───── LISTED ENTRIES ─────

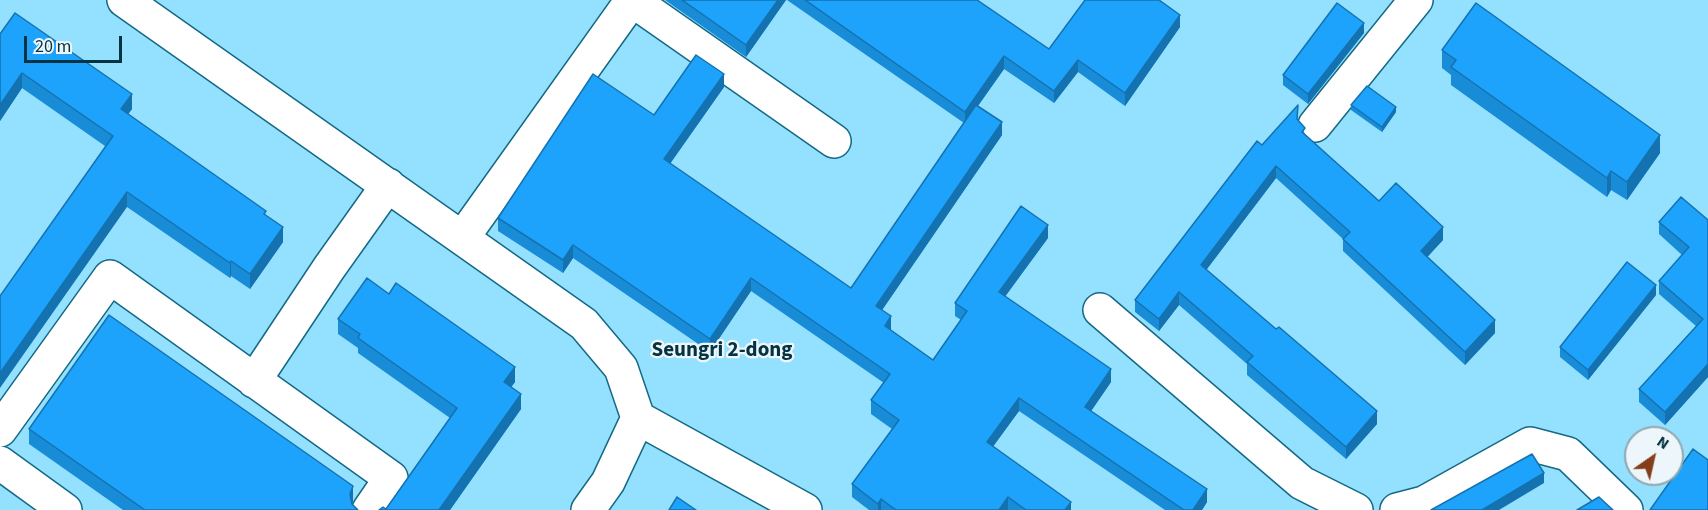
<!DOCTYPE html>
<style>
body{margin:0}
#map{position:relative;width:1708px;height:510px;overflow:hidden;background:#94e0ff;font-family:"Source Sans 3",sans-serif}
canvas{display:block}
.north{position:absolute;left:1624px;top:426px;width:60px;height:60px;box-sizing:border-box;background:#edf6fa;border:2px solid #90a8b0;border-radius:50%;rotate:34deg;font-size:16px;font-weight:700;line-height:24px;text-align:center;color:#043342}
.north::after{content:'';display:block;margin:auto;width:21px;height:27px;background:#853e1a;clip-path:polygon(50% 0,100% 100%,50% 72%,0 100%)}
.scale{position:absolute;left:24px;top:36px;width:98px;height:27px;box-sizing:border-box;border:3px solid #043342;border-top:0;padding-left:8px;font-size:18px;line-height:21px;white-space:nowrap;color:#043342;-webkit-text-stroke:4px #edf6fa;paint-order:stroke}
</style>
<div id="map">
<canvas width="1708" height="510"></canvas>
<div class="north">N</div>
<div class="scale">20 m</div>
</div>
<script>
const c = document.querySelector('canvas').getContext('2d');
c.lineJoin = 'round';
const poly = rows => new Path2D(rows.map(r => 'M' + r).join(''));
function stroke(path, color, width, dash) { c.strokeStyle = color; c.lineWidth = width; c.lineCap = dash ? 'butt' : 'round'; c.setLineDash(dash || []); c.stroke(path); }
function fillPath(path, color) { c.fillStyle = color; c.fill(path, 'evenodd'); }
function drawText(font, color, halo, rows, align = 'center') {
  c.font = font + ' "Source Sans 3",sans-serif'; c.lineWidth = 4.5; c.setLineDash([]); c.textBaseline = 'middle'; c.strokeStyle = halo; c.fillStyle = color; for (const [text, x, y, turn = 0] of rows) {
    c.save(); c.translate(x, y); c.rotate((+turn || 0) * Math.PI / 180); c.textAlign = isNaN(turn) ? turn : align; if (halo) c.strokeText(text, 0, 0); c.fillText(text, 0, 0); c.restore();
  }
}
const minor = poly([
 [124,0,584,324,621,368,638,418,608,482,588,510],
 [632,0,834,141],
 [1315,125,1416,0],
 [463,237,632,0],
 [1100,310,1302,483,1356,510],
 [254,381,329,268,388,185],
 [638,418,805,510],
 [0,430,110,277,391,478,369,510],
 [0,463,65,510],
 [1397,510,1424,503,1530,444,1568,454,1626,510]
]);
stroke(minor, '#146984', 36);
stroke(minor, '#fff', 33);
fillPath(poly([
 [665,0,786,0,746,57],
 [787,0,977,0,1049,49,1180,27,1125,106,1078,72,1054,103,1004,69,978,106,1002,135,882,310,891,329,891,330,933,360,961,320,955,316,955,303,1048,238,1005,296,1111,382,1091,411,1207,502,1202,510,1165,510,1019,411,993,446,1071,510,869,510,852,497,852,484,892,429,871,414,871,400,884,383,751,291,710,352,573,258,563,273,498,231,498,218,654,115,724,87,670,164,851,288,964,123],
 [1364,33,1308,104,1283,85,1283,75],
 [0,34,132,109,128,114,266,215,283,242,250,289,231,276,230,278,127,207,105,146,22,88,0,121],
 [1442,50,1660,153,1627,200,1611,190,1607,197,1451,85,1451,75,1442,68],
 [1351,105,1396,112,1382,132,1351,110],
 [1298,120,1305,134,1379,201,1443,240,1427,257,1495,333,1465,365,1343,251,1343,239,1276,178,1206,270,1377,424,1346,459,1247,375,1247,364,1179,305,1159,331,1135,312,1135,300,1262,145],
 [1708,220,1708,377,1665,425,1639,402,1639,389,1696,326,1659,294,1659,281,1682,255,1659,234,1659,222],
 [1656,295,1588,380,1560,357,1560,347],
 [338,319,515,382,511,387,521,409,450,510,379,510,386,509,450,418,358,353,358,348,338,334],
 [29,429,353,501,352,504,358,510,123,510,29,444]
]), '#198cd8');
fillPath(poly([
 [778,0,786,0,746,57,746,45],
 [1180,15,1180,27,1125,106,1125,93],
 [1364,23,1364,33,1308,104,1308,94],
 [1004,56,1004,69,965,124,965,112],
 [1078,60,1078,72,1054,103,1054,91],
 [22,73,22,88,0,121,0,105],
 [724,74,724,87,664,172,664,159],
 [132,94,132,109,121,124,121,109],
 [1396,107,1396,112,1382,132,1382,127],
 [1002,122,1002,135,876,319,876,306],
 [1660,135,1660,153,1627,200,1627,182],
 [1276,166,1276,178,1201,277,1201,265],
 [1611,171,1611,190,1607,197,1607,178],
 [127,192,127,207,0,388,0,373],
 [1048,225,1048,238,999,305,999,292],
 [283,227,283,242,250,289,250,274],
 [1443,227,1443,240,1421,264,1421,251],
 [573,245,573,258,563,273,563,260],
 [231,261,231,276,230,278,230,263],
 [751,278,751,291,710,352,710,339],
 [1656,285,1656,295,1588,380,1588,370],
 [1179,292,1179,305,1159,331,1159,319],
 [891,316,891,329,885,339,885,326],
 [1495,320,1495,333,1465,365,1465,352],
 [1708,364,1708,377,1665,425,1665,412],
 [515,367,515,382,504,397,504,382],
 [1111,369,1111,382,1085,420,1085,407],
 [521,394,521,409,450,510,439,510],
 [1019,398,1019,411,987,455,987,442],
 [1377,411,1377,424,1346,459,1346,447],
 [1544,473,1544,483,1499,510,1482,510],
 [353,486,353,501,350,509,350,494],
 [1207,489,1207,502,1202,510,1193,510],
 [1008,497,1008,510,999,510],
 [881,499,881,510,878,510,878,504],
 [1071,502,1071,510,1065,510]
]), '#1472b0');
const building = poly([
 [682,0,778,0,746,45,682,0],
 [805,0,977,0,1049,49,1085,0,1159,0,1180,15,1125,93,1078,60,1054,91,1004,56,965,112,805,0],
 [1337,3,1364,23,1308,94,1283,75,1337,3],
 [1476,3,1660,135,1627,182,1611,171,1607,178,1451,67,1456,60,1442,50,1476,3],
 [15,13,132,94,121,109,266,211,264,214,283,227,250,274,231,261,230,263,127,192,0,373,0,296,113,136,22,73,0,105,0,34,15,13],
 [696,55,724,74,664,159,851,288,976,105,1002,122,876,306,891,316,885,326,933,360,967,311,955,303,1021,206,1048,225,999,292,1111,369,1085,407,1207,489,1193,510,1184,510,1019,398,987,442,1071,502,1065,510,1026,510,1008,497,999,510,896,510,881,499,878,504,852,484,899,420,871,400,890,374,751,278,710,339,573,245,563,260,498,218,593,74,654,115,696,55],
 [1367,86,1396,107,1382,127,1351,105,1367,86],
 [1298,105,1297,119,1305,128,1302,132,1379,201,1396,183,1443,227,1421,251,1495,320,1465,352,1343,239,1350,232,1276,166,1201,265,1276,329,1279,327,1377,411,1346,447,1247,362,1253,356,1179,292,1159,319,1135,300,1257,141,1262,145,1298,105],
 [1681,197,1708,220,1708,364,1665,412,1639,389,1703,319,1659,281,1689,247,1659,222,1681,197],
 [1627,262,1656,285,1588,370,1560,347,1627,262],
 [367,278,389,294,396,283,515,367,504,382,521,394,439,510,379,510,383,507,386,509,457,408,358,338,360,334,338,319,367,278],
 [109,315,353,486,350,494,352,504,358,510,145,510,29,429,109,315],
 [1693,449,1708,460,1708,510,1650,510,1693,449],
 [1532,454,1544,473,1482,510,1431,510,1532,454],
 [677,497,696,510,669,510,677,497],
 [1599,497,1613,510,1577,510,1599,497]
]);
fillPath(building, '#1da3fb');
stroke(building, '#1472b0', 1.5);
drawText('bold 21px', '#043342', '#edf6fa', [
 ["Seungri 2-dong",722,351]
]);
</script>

─────
───── LISTED ENTRIES ─────

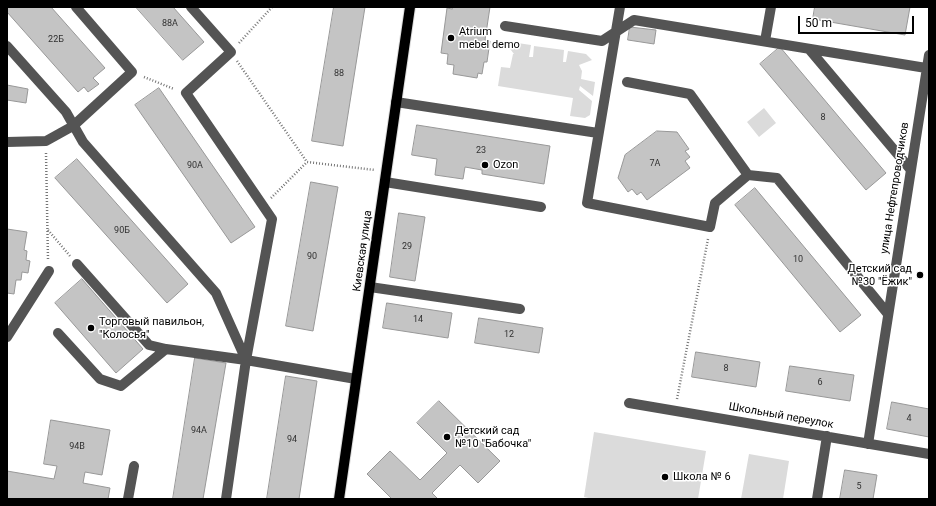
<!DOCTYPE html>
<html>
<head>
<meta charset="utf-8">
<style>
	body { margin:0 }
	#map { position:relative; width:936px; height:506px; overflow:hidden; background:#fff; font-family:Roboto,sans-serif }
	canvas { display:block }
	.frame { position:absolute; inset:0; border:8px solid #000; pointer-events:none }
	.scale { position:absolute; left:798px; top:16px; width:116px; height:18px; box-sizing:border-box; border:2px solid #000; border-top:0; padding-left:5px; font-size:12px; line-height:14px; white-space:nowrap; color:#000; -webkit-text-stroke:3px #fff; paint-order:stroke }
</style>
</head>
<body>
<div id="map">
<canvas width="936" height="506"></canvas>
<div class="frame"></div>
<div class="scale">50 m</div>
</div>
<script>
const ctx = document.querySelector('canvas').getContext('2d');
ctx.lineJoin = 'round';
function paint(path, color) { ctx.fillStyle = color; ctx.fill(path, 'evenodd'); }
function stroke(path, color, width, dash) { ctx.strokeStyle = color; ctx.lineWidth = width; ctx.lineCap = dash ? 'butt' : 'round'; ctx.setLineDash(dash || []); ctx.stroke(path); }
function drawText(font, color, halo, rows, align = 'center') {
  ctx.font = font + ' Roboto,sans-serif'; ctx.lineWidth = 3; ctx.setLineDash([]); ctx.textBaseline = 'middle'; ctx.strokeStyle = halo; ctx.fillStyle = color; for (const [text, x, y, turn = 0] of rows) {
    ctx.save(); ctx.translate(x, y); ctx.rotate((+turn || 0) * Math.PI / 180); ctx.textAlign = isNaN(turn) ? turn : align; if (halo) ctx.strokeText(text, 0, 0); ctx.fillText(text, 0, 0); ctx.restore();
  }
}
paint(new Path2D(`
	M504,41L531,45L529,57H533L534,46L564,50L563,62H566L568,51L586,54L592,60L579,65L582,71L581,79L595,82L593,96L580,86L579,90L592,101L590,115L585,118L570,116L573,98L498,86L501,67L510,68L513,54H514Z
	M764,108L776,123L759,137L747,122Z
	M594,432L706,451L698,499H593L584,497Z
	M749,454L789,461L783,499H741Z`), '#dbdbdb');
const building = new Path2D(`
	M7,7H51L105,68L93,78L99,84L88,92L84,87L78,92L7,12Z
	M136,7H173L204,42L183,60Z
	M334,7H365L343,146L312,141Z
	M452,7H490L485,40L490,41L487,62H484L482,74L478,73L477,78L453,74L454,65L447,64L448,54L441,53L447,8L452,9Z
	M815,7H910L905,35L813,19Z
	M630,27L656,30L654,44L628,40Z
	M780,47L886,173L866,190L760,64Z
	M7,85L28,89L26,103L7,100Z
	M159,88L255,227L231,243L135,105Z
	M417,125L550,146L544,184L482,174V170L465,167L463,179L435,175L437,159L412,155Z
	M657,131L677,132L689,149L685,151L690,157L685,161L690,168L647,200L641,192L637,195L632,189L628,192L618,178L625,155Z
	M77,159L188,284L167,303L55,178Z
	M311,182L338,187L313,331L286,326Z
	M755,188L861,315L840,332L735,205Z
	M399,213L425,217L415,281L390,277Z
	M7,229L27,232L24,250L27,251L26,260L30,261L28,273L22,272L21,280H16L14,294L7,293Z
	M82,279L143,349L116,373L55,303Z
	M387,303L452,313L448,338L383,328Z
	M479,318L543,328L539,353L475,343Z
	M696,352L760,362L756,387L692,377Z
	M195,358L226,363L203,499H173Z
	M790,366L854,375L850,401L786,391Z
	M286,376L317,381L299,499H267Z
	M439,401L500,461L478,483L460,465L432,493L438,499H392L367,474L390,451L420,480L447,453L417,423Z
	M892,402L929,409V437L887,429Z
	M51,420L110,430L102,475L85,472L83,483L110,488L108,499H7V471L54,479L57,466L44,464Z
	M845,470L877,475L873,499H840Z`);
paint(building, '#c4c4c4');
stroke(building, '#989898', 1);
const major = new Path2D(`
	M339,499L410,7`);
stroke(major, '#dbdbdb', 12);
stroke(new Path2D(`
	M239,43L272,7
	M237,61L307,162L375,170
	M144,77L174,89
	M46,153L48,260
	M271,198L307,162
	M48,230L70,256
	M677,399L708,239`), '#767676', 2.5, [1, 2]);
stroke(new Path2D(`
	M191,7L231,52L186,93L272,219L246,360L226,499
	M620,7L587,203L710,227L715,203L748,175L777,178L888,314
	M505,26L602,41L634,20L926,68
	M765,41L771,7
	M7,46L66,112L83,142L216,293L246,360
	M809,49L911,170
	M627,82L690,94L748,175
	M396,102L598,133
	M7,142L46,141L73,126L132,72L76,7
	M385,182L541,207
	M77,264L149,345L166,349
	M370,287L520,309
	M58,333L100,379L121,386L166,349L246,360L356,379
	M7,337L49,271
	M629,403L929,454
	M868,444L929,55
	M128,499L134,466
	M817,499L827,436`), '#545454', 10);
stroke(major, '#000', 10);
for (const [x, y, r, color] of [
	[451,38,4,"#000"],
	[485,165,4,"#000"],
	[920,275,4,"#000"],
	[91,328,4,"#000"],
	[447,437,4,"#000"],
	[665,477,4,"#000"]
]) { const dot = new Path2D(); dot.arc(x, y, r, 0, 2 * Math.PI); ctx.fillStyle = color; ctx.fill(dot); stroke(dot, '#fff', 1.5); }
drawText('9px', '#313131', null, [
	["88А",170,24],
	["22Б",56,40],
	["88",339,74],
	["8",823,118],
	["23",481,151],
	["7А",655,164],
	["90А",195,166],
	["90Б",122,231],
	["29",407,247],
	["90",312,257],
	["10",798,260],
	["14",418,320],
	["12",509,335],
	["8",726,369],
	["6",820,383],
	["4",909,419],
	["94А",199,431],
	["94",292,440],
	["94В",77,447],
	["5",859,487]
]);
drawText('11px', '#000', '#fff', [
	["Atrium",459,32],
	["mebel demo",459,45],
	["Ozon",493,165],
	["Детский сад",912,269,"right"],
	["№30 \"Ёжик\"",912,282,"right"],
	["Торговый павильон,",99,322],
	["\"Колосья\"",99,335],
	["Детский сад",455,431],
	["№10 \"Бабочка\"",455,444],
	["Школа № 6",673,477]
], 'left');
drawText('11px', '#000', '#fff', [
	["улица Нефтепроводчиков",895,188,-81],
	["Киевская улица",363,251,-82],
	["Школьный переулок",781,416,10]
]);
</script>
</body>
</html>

─────

### [TASK ITEM]
Whenever a line includes the word "body", pull it out of the entries.

### [TASK SOLUTION]
body{margin:0}
	body { margin:0 }
<body>
</body>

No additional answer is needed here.